Ebenso, wenn die Untersuchung der Invasionskapazität von Zellen und Sphäroiden, ist es auch wichtig, ihre Migrations Kapazitäten, um die beiden Verhaltensweisen (dh Invasion erfordert den proteolytischen Abbau eines ECM-Barriere während der Migration nicht) unterscheiden zu untersuchen als auch. Um dies zu tun, lassen Sie den ECM-Schranke (Schritte 3.1.1 - 3.1.3) und führen den Test parallel mit der ECM-Barriere im Ort. Letztere "Invasion" Maßnahme kann auf der ehemaligen "Migration" Maß korrigiert werden, falls gewünscht. Schließlich ist es wichtig zu beachten, dass die Informationen aus Maßnahmen der elektrischen Impedanz gewonnen begrenzten: einmal Zellen in der unteren Kammer eingedrungen, können Veränderungen in ihrer Befestigung, Verbreitung, und Proliferation auf der Unterseite der Membran auf Veränderungen beitragen Impedanz reaDellen. Daher ist diese Methode sehr informativ, wenn sie in Verbindung mit anderen Tests der Sphäroid Zelllebensfähigkeit, Adhäsion, Migration und Morphologie, um umfassend zu beurteilen Sphäroid Zellverhalten verwendet. Zum Beispiel ideal, um die Sphäroid-mesothelial Wechselwirkungen zu verstehen, separaten Co-Kulturen sollte auch in regelmäßigen Abständen unter Standard-Phasenmikroskopie abgebildet werden, so dass qualitative Beurteilungen der Sphäroid Morphologie und Gesundheit können parallel mit quantitativen Assays RTCA der Invasion gemacht werden. Wenn das optionale Markierungsschritt durchgeführt wird, dann werden die Verhaltensweisen der einzelnen Krebszellen unter Fluoreszenzmikroskopie bestimmt werden, da sie von der Sphäroid zerlegen und interagieren mit den unmarkierten Mesothelzellen.
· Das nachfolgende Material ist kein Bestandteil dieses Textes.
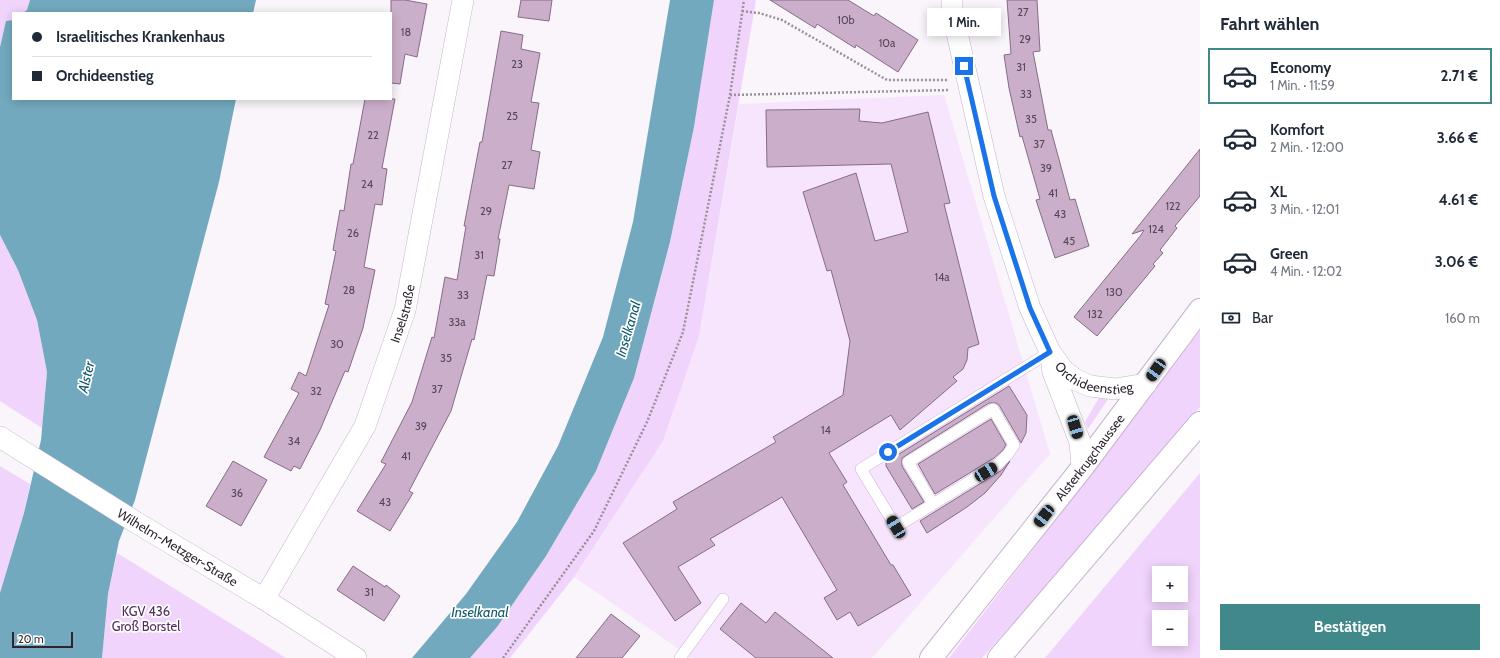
<!DOCTYPE html>
<html lang="de">
<head>
<meta charset="utf-8">
<style>
  :root { --surface:#fff; --page:#f6f6f7; --text:#1f2937; --muted:#747a83; --line:#e0e1e3; --accent:#408889 }
  body { margin:0; font-family:Cabin,sans-serif; background:var(--page); color:var(--text); height:100vh; display:flex; flex-direction:column; font-size:15px; white-space:nowrap }
  * { box-sizing:border-box; margin:0 }
  p { font-size:13px; color:var(--muted) }
  .icon { flex:none; width:22px; height:22px; fill:none; stroke:currentColor; stroke-width:2; stroke-linecap:round; stroke-linejoin:round }
  .map { position:relative; flex:1; overflow:hidden }
  .side { display:flex; flex-direction:column; background:var(--surface); width:300px }
  .side>* { flex:none }
  .top-card { position:absolute; left:12px; top:12px; width:380px; height:88px; border-radius:0px; box-shadow:0 2px 10px #0003; display:grid; align-content:center; height:88px; padding:0 20px; background:var(--surface) }
  .tools { position:absolute; left:1152px; top:566px; display:grid; gap:8px }
  .tools a { display:grid; place-items:center; width:36px; height:36px; border-radius:0px; background:var(--surface); box-shadow:0 2px 10px #0003; font-size:20px }
  .scale { position:absolute; left:12px; bottom:10px; width:61px; box-sizing:border-box; padding-left:4px; border:2px solid #2e2531; border-top:0; font-size:11px; line-height:14px; white-space:nowrap; color:#2e2531; -webkit-text-stroke:3px #fff; paint-order:stroke }
  .end { position:absolute; width:18px; height:18px; margin:-9px; border:5px solid #1a73e8; background:#fff; box-shadow:0 0 0 2px #fff }
  .from { border-radius:50% }
  .bubble { position:absolute; height:28px; border-radius:0px; background:var(--surface); box-shadow:0 2px 10px #0003; font-size:13px; font-weight:700; line-height:28px; text-align:center }
  .car { position:absolute; width:12px; height:24px; margin:-12px -6px; border-radius:5px; box-shadow:0 0 3px 1px #0007; background:linear-gradient(#222 24%,#8ab4d8 0 40%,#222 0 76%,#8ab4d8 0 86%,#222 0) }
  .top-card b { display:flex; align-items:center; gap:14px; height:38px; font-size:15px }
  .top-card b+b { border-top:1px solid var(--line) }
  .top-card i { width:10px; height:10px; background:var(--text) }
  ul { padding:0; list-style:none }
  li { display:flex; align-items:center; gap:12px; height:56px; margin:0 8px 6px; padding:0 12px; border:2px solid transparent; border-radius:0px }
  li div { flex:1 }
  li b { display:block; font-size:15px }
  li em { font-style:normal; font-weight:700 }
  li.selected { border-color:var(--accent) }
  li>.icon { width:36px; height:36px; stroke-width:1.5 }
  h2 { padding:0 20px; font-size:18px; line-height:48px }
  .pay { display:flex; align-items:center; gap:10px; height:44px; padding:0 20px; font-size:15px }
  .pay p { margin-inline-start:auto }
  .button { display:flex; gap:8px; margin-top:auto; padding:8px 20px }
  .button a { flex:1; height:46px; border-radius:0px; background:var(--accent); color:#fff; font-size:16px; font-weight:700; line-height:46px; text-align:center }
  main { display:flex; flex:1; min-height:0 }
  .map>svg:first-child { display:block }
  .built { fill:#f6e5fc }
  .green { fill:#f0d4fb; fill-rule:evenodd }
  .water { fill:#73a9be }
  .building { fill:#cbafca; stroke:#866c85 }
  .lines { fill:none; stroke-linecap:round; stroke-linejoin:round }
  .service-casing { stroke:#c7b2d0; stroke-width:12 }
  .minor-casing { stroke:#c7b2d0; stroke-width:22 }
  .primary-casing { stroke:#c7b2d0; stroke-width:24 }
  .path { stroke:#97919a; stroke-width:2.5; stroke-dasharray:2 2; stroke-linecap:butt }
  .service { stroke:#fff; stroke-width:11 }
  .minor { stroke:#fff; stroke-width:21 }
  .primary { stroke:#fff; stroke-width:22 }
  .route { stroke:#1a73e8; stroke-width:5 }
  .labels { text-anchor:middle; stroke-width:3.5; stroke-linejoin:round; paint-order:stroke }
  .number-label { font-size:11px; fill:#554857 }
  .street-label { font-size:13px; fill:#2e2531; stroke:#fff }
  .park-label { font-size:13px; fill:#522d60; stroke:#fff }
  .water-label { font-size:14px; font-style:italic; fill:#0e596e; stroke:#fff }
</style>
</head>
<body>
<main>
<div class="map">
<svg width="1200" height="658" viewBox="0 0 1200 658">
  <rect width="100%" height="100%" fill="#f9f5fb"/>
  <path class="built" d="M944,95L1050,454L872,658H692L574,577L663,441L699,336L739,104Z"/>
  <g class="green">
    <path d="M0,0H30L27,10L23,13H13V20L6,21L0,47Z"/>
    <path d="M714,0H756L699,336L663,441L574,577L510,658H470L497,627L546,556L596,471L634,378L670,243L694,127Z"/>
    <path d="M0,235L18,270L37,320L47,372L42,428L0,401Z"/>
    <path d="M1200,330V407L1109,516L982,658H949L1108,452Z"/>
    <path d="M1100,396H1110L1088,429L1085,422Z"/>
    <path d="M0,466L30,484L24,513L0,593Z"/>
    <path d="M1200,473V658H1045ZM1159,573H1181V595H1159ZM1159,617H1181V639H1159Z"/>
    <path d="M117,553L286,658H102L108,594Z"/>
  </g>
  <g class="water">
    <path d="M30,0H256L253,13H23L27,10Z"/>
    <path d="M670,0H714L694,127L670,242L634,378L596,471L546,556L497,627L470,658H412L466,594L517,522L558,446L603,337L633,222Z"/>
    <path d="M13,20V99H236L219,182L135,500L119,541L108,594L102,658H0V593L24,513L41,440L47,372L37,320L18,270L0,235V47L6,21Z"/>
  </g>
  <g class="building">
    <path d="M391,0H405L427,4L417,57L405,54L400,84L391,83Z"/>
    <path d="M521,0H552L549,21L518,17Z"/>
    <path d="M770,0H848L874,16L876,13L918,40L898,72L856,45L855,48L817,24L815,28Z"/>
    <path d="M1007,0H1037L1040,51L1033,52L1048,130H1051L1070,200L1075,199L1089,246L1055,258L1036,200L1040,199L1022,136L1020,137L1009,88L1004,55L1011,54Z"/>
    <path d="M501,31L523,35L521,49L540,53L531,102L539,103L531,150L540,152L534,189L509,185L498,239H500L494,276L487,275L474,340L472,339L451,411L409,491L413,493L390,531L357,511L386,464L381,462L412,402L432,337L434,338L445,277L457,280L466,226H464L480,142H482Z"/>
    <path d="M365,99H395L382,168L387,169L382,205L375,204L364,267L375,270L363,328L348,372L345,371L320,430L300,469L294,466L291,471L264,457L299,393L291,389L299,372L306,376L329,305L325,304L336,251L333,250L340,210L344,211L351,164H353Z"/>
    <path d="M860,109L859,121L882,123L928,112L950,203L944,204L979,344L968,348L967,360L963,369L953,377L957,381L900,430L891,415L829,453L847,482L843,485L891,565H893L911,595L858,626L850,612L837,620L824,598L837,590L782,497L710,539L715,545L678,567L701,603L675,621L623,543L677,509L673,502L776,442L773,437L843,395L850,341L831,270L827,271L803,192L856,173L875,241L908,232L891,164L767,167L766,110Z"/>
    <path d="M1200,149V196L1175,226L1177,228L1160,250L1163,253L1153,264L1155,266L1097,336L1074,317L1141,235L1144,230L1132,234Z"/>
    <path d="M1009,386L1027,415L1026,433L1021,443L999,405L996,403H989L902,458V466L924,502L912,509L886,466V462Z"/>
    <path d="M991,419L1006,445L1003,450L994,458L935,494L918,464Z"/>
    <path d="M233,461L267,480L241,526L206,506Z"/>
    <path d="M1010,461L1001,475L985,493L967,507L927,533L920,521L1002,470Z"/>
    <path d="M353,566L385,587L386,585L400,596L384,621L337,590Z"/>
    <path d="M741,603L766,623L775,612L833,658H756L720,629Z"/>
    <path d="M611,614L640,636L622,658H576Z"/>
  </g>
  <g class="lines">
    <g class="service-casing">
      <g id="service">
        <path d="M933,504L908,462L993,409L1014,445L1008,454L998,464L896,527L861,469L1050,352"/>
        <path d="M680,658L723,599"/>
      </g>
    </g>
    <g class="minor-casing">
      <g id="minor">
        <path id="s1" d="M952,0V11L994,196L1030,308L1050,352L1064,371L1076,380L1090,386L1115,389L1146,384"/>
        <path d="M1051,356L1053,372L1080,442L1082,468"/>
        <path id="s2" d="M0,437L137,523L264,599L356,658"/>
        <path id="s3" d="M264,599L365,426L405,310L463,0"/>
      </g>
    </g>
    <g class="primary-casing">
      <g id="primary">
        <path id="s4" d="M931,658L1082,468L1200,310"/>
        <path d="M999,658L1200,423"/>
      </g>
    </g>
    <g class="path">
      <path d="M742,11L759,13L782,20L887,80H947"/>
      <path d="M730,95L950,90"/>
      <path d="M503,658L594,531L647,422L683,332L730,95L744,0"/>
    </g>
    <use href="#service" class="service"/>
    <use href="#minor" class="minor"/>
    <use href="#primary" class="primary"/>
  </g>
  <g class="lines">
    <path class="route" d="M888,452L1050,352L1030,308L994,196L964,66"/>
  </g>
  <g class="labels">
    <g class="number-label">
      <text x="1023" y="16">27</text>
      <text x="846" y="24">10b</text>
      <text x="406" y="36">18</text>
      <text x="1025" y="43">29</text>
      <text x="887" y="47">10a</text>
      <text x="517" y="68">23</text>
      <text x="1021" y="71">31</text>
      <text x="1026" y="98">33</text>
      <text x="512" y="120">25</text>
      <text x="1031" y="123">35</text>
      <text x="373" y="139">22</text>
      <text x="1039" y="148">37</text>
      <text x="507" y="169">27</text>
      <text x="1046" y="172">39</text>
      <text x="367" y="188">24</text>
      <text x="1053" y="197">41</text>
      <text x="1173" y="210">122</text>
      <text x="486" y="215">29</text>
      <text x="1060" y="218">43</text>
      <text x="1156" y="233">124</text>
      <text x="353" y="237">26</text>
      <text x="1069" y="245">45</text>
      <text x="479" y="259">31</text>
      <text x="942" y="281">14a</text>
      <text x="349" y="294">28</text>
      <text x="1114" y="296">130</text>
      <text x="463" y="299">33</text>
      <text x="1095" y="318">132</text>
      <text x="457" y="326">33a</text>
      <text x="337" y="348">30</text>
      <text x="446" y="362">35</text>
      <text x="437" y="393">37</text>
      <text x="316" y="395">32</text>
      <text x="421" y="430">39</text>
      <text x="826" y="434">14</text>
      <text x="294" y="445">34</text>
      <text x="406" y="460">41</text>
      <text x="237" y="497">36</text>
      <text x="385" y="506">43</text>
      <text x="369" y="596">31</text>
    </g>
    <g class="street-label">
      <text dy="5" stroke="none"><textPath href="#s3" startOffset="319">Inselstraße</textPath></text>
      <text dy="5" stroke="none"><textPath href="#s1" startOffset="422">Orchideenstieg</textPath></text>
      <text dy="5" stroke="none"><textPath href="#s4" startOffset="256">Alsterkrugchaussee</textPath></text>
      <text dy="5" stroke="none"><textPath href="#s2" startOffset="209">Wilhelm-Metzger-Straße</textPath></text>
    </g>
    <g class="park-label">
      <text x="146" y="616">KGV 436<tspan x="146" dy="15">Groß Borstel</tspan></text>
    </g>
    <g class="water-label">
      <text transform="translate(628 329) rotate(-74)" y="5">Inselkanal</text>
      <text transform="translate(86 377) rotate(-77)" y="5">Alster</text>
      <text x="480" y="617">Inselkanal</text>
    </g>
  </g>
</svg>
<div class="tools">
<a>+</a>
<a>−</a>
</div>
<div class="scale">20 m</div>
<i class="end from" style="left:888px;top:452px"></i>
<i class="end" style="left:964px;top:66px"></i>
<div class="bubble" style="left:927px;top:8px;width:74px">1 Min.</div>
<i class="car" style="left:1156px;top:370px;rotate:215deg"></i>
<i class="car" style="left:1075px;top:427px;rotate:163deg"></i>
<i class="car" style="left:986px;top:472px;rotate:58deg"></i>
<i class="car" style="left:1044px;top:516px;rotate:218deg"></i>
<i class="car" style="left:896px;top:527px;rotate:329deg"></i>
<div class="top-card">
<b><i class="from"></i>Israelitisches Krankenhaus</b>
<b><i></i>Orchideenstieg</b>
</div>
</div>
<section class="side">
<h2>Fahrt wählen</h2>
<ul>
<li class="selected"><svg class="icon" aria-label="car" viewBox="0 0 24 24"><path d="M5 17H2v-5l4-1 3-4h7l3 4 3 1v5h-3M9 17h6M6 11h13"/><circle cx="7" cy="17" r="2"/><circle cx="17" cy="17" r="2"/></svg><div><b>Economy</b><p>1 Min. · 11:59</p></div><em>2.71 €</em></li>
<li><svg class="icon" aria-label="car" viewBox="0 0 24 24"><path d="M5 17H2v-5l4-1 3-4h7l3 4 3 1v5h-3M9 17h6M6 11h13"/><circle cx="7" cy="17" r="2"/><circle cx="17" cy="17" r="2"/></svg><div><b>Komfort</b><p>2 Min. · 12:00</p></div><em>3.66 €</em></li>
<li><svg class="icon" aria-label="car" viewBox="0 0 24 24"><path d="M5 17H2v-5l4-1 3-4h7l3 4 3 1v5h-3M9 17h6M6 11h13"/><circle cx="7" cy="17" r="2"/><circle cx="17" cy="17" r="2"/></svg><div><b>XL</b><p>3 Min. · 12:01</p></div><em>4.61 €</em></li>
<li><svg class="icon" aria-label="car" viewBox="0 0 24 24"><path d="M5 17H2v-5l4-1 3-4h7l3 4 3 1v5h-3M9 17h6M6 11h13"/><circle cx="7" cy="17" r="2"/><circle cx="17" cy="17" r="2"/></svg><div><b>Green</b><p>4 Min. · 12:02</p></div><em>3.06 €</em></li>
</ul>
<div class="pay"><svg class="icon" aria-label="cash" viewBox="0 0 24 24"><path d="M3 7h18v10H3z"/><circle cx="12" cy="12" r="2"/></svg>Bar<p>160 m</p></div>
<div class="button"><a>Bestätigen</a></div>
</section>
</main>
</body>
</html>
Ein zusätzlicher Vorteil der Fluoreszenzmarkierung, die Krebszellen bei Co-Kultivierung mit einem zweiten Zelltyp ist, dass es dann möglich, zu bestätigen, dass nur die Krebszellen durch die Zelle und ECM Barrieren fallen.

Zusammenfassend stellt diese Methode einen hohen Durchsatz quantitative Analyse von Eierstockkrebs Sphäroid Invasion der Mesothelzellen und ECM-Barrieren. Durch die Zugabe von exogenen Zytokinen, Wachstumsfaktoren, oder spezifische Inhibitoren zu den oberen oder unteren Kammern des CIM-Platte gut, ermöglicht diese Methode eine schnelle Bestimmung von Faktoren, die die Wechselwirkungen zwischen Eierstockkrebs-Zellen eindringende Sphäroid durch Mesothelzellen und Matrixbarrieren über Regulierung Zeit.

Open access fee paid for by ACEA Biosciences, Inc. and MIMR-PHI Institute of Medical Research.

Diese Arbeit wurde durch eine CASS Stiftung Wissenschaft und Medizin Zuschuss unterstützt; (MB); a National Health & Medical Research Council of Australia Projekt Grant (KLS, 338516); und von der Regierung von Victoria Operational Infrastructure Support Program (Australien).